◆ BRIEF ◆
Filter the material, keeping only lines with the word "Eberle".

◆ GIVEN DATA ◆

==================================================

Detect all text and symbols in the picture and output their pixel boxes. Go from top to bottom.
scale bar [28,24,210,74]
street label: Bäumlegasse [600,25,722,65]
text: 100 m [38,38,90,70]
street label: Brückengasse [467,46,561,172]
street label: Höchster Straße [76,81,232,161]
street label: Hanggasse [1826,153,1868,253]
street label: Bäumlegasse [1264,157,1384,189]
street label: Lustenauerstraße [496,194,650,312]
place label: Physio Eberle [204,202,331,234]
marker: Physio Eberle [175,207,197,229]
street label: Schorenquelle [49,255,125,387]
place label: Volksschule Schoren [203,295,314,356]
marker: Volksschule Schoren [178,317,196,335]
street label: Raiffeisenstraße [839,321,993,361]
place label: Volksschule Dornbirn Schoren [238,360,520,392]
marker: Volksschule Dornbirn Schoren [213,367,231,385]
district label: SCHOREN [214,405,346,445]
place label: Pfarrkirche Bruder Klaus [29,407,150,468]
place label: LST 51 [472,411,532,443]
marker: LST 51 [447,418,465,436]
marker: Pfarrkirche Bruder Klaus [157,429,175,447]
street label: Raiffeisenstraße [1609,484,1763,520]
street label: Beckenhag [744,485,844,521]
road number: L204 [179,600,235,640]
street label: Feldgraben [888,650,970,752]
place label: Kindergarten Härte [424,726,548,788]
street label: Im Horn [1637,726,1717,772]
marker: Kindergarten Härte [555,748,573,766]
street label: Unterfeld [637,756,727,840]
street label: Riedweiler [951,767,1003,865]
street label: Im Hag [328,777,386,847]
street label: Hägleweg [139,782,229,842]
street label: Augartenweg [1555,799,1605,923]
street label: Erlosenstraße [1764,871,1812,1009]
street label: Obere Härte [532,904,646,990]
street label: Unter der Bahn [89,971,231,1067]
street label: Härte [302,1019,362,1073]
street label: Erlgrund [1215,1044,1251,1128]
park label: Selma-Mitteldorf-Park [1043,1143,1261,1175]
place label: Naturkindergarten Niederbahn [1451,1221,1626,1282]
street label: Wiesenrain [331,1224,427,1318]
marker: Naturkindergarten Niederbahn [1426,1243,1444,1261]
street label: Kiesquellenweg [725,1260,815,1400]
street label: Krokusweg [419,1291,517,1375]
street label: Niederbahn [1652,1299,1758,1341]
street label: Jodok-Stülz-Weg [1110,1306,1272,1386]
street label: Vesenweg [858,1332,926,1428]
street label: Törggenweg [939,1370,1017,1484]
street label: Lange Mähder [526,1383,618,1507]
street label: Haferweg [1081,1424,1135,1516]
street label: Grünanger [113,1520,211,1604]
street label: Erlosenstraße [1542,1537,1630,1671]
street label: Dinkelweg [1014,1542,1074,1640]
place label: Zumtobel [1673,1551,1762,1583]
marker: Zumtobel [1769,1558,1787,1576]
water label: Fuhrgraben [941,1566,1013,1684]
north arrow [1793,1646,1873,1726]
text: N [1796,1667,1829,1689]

==================================================

◆ SOLVED EXERCISE ◆
place label: Physio Eberle [204,202,331,234]
marker: Physio Eberle [175,207,197,229]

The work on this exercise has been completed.